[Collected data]

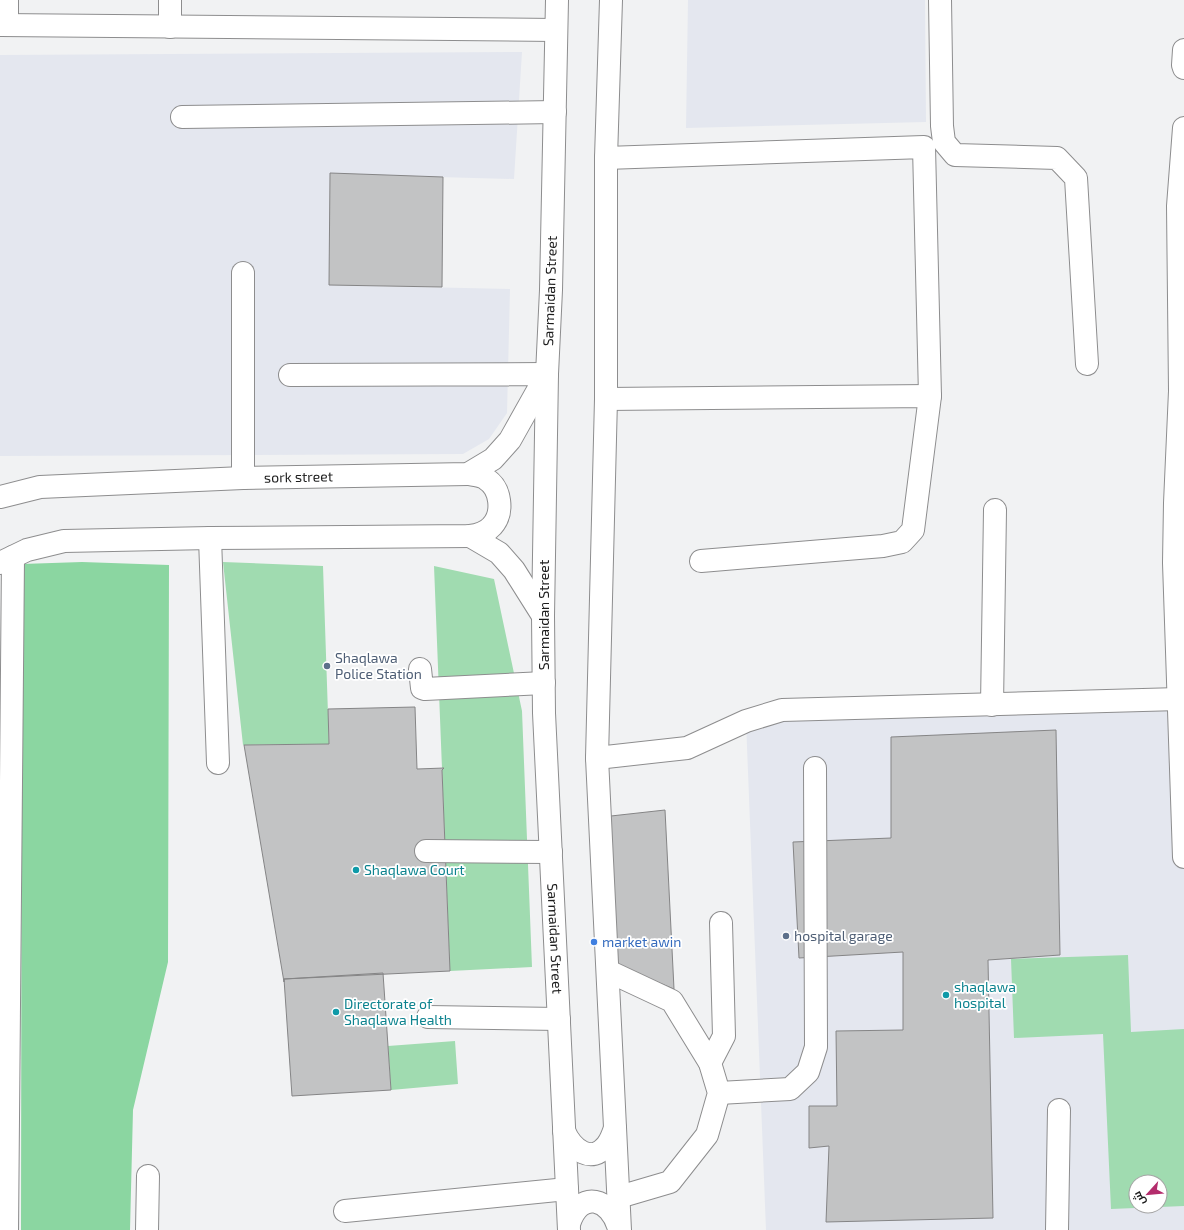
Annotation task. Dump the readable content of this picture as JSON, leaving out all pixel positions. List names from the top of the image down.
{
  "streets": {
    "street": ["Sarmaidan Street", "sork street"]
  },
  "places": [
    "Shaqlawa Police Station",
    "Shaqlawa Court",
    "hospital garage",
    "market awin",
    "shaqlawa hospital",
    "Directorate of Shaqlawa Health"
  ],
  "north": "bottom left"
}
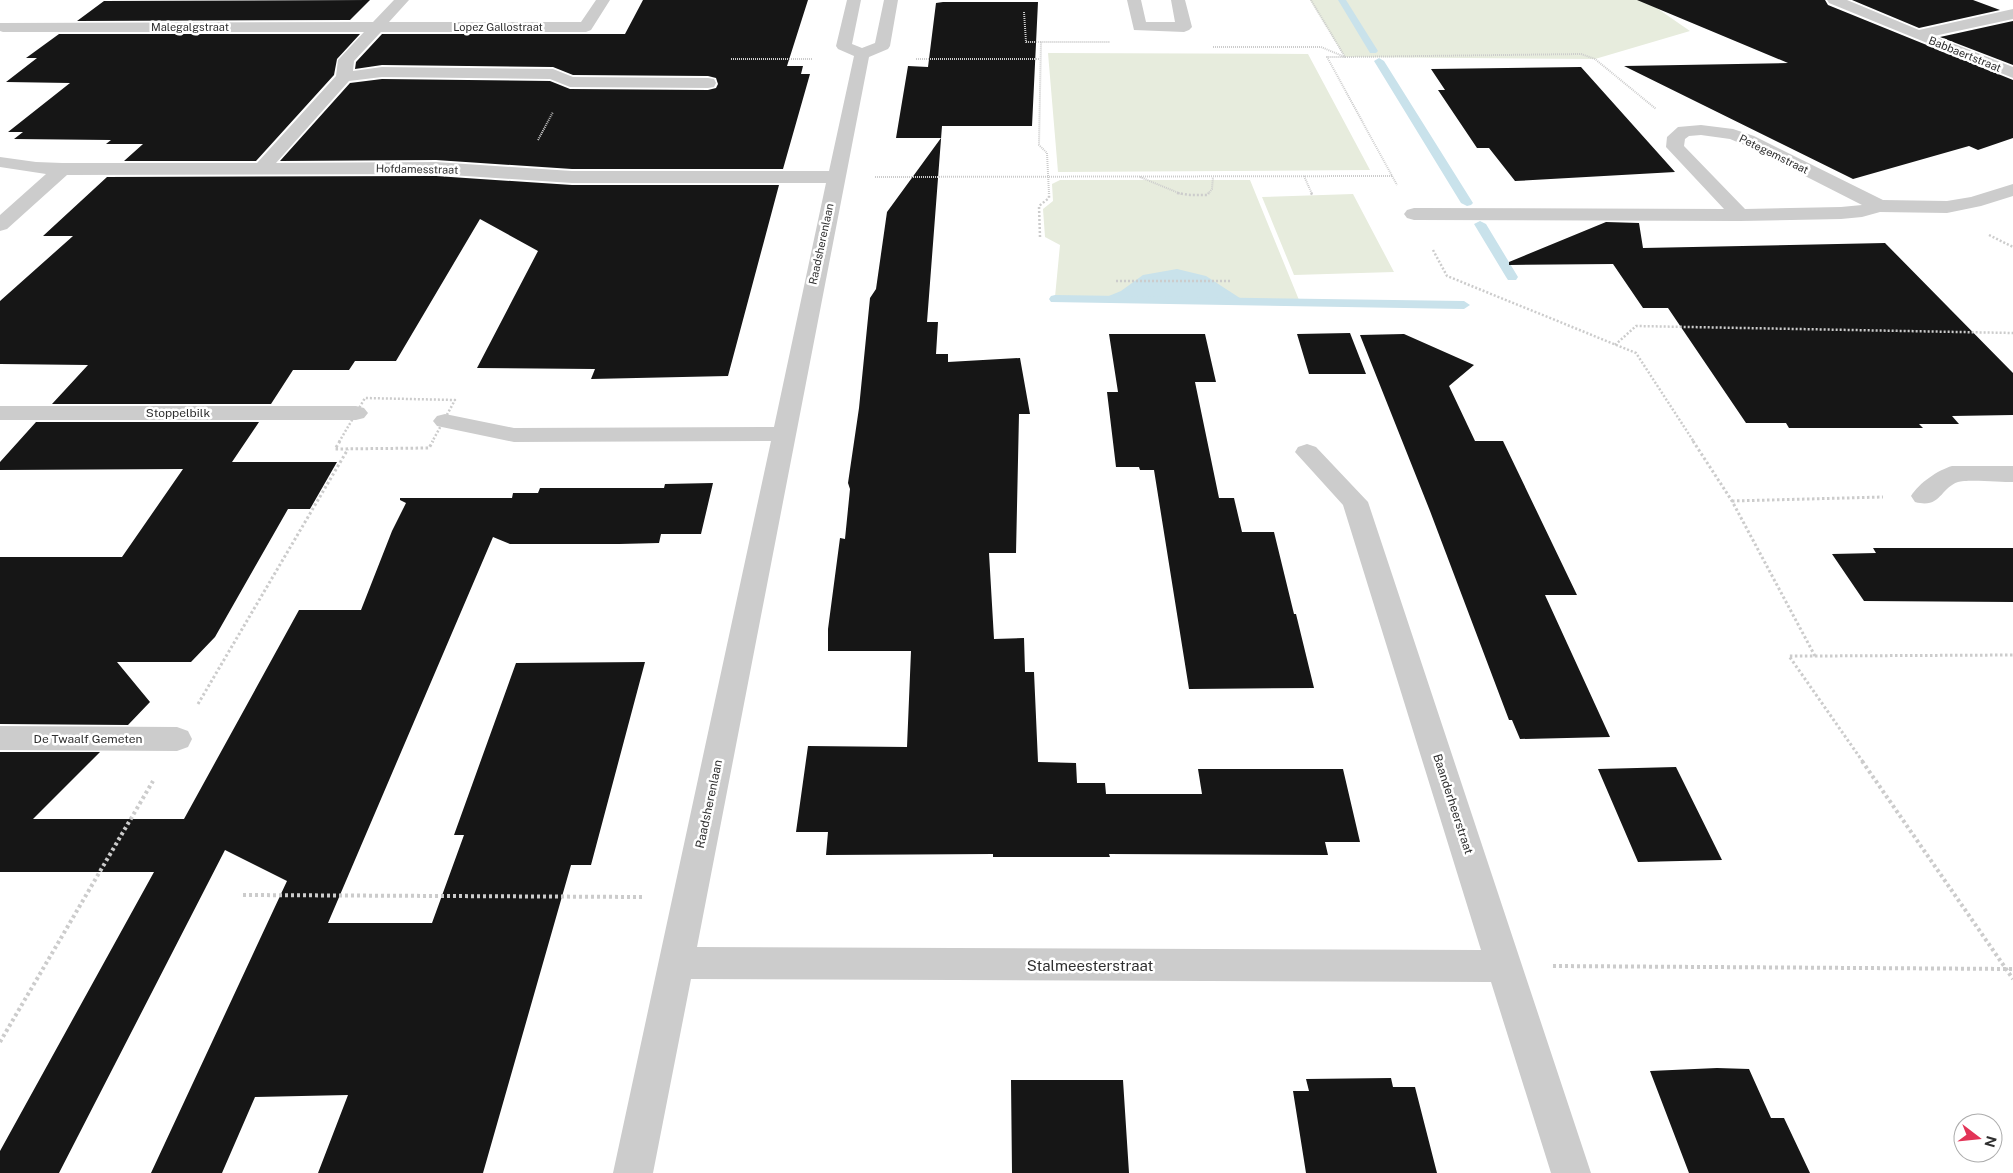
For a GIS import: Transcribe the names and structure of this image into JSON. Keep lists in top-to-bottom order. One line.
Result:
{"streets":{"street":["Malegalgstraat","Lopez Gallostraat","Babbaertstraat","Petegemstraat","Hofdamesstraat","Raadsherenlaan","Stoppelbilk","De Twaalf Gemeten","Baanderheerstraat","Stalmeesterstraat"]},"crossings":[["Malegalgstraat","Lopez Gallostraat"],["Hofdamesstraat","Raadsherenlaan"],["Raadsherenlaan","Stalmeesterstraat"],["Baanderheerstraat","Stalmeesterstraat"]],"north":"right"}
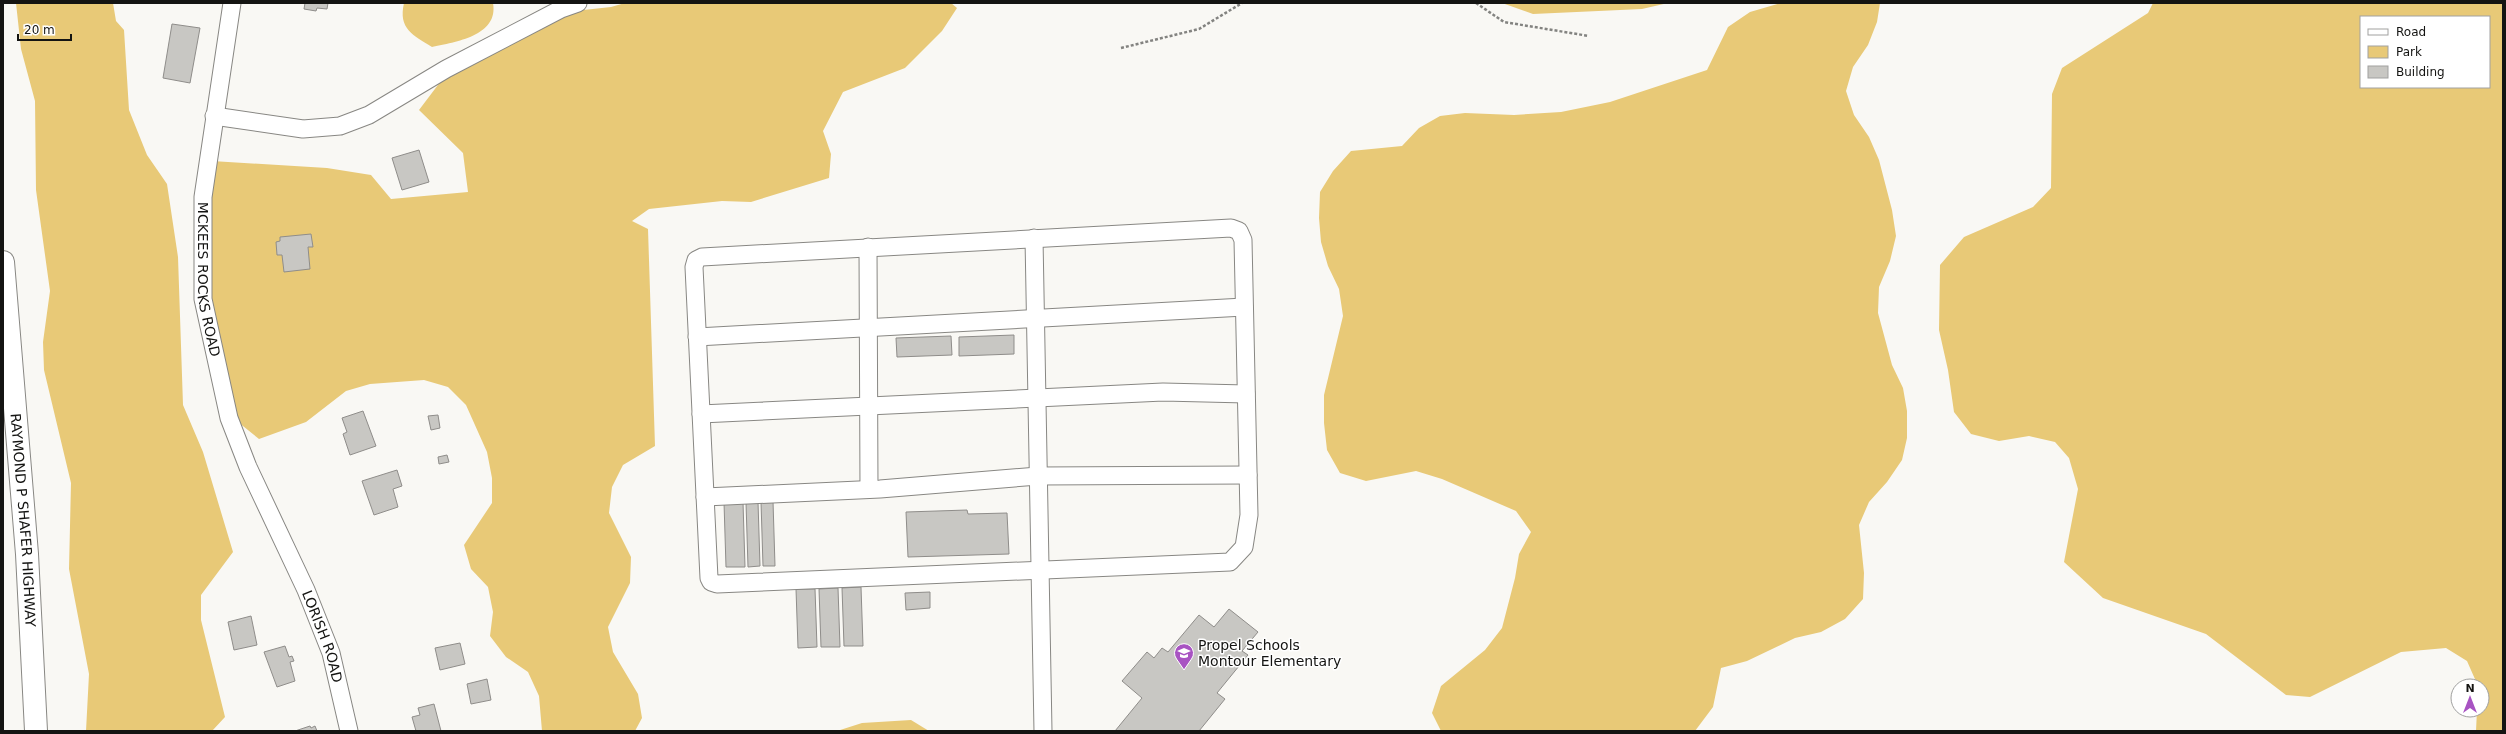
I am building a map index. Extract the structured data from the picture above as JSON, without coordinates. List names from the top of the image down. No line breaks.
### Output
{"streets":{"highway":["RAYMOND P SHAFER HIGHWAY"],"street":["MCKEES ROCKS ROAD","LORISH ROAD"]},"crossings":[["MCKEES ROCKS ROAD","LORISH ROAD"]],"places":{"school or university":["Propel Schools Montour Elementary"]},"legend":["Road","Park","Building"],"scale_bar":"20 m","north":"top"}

• _REQUIREMENT_
The records above, minus their pictures, are to be returned verbatim.

• _PROBLEM SOLUTION_
Annotation task. Dump the readable content of this picture as JSON, leaving out all pixel positions. List names from the top of the image down.
{
  "streets": {
    "street": ["Sarmaidan Street", "sork street"]
  },
  "places": [
    "Shaqlawa Police Station",
    "Shaqlawa Court",
    "hospital garage",
    "market awin",
    "shaqlawa hospital",
    "Directorate of Shaqlawa Health"
  ],
  "north": "bottom left"
}
For a GIS import: Transcribe the names and structure of this image into JSON. Keep lists in top-to-bottom order. One line.
Result:
{"streets":{"street":["Malegalgstraat","Lopez Gallostraat","Babbaertstraat","Petegemstraat","Hofdamesstraat","Raadsherenlaan","Stoppelbilk","De Twaalf Gemeten","Baanderheerstraat","Stalmeesterstraat"]},"crossings":[["Malegalgstraat","Lopez Gallostraat"],["Hofdamesstraat","Raadsherenlaan"],["Raadsherenlaan","Stalmeesterstraat"],["Baanderheerstraat","Stalmeesterstraat"]],"north":"right"}
I am building a map index. Extract the structured data from the picture above as JSON, without coordinates. List names from the top of the image down. No line breaks.
### Output
{"streets":{"highway":["RAYMOND P SHAFER HIGHWAY"],"street":["MCKEES ROCKS ROAD","LORISH ROAD"]},"crossings":[["MCKEES ROCKS ROAD","LORISH ROAD"]],"places":{"school or university":["Propel Schools Montour Elementary"]},"legend":["Road","Park","Building"],"scale_bar":"20 m","north":"top"}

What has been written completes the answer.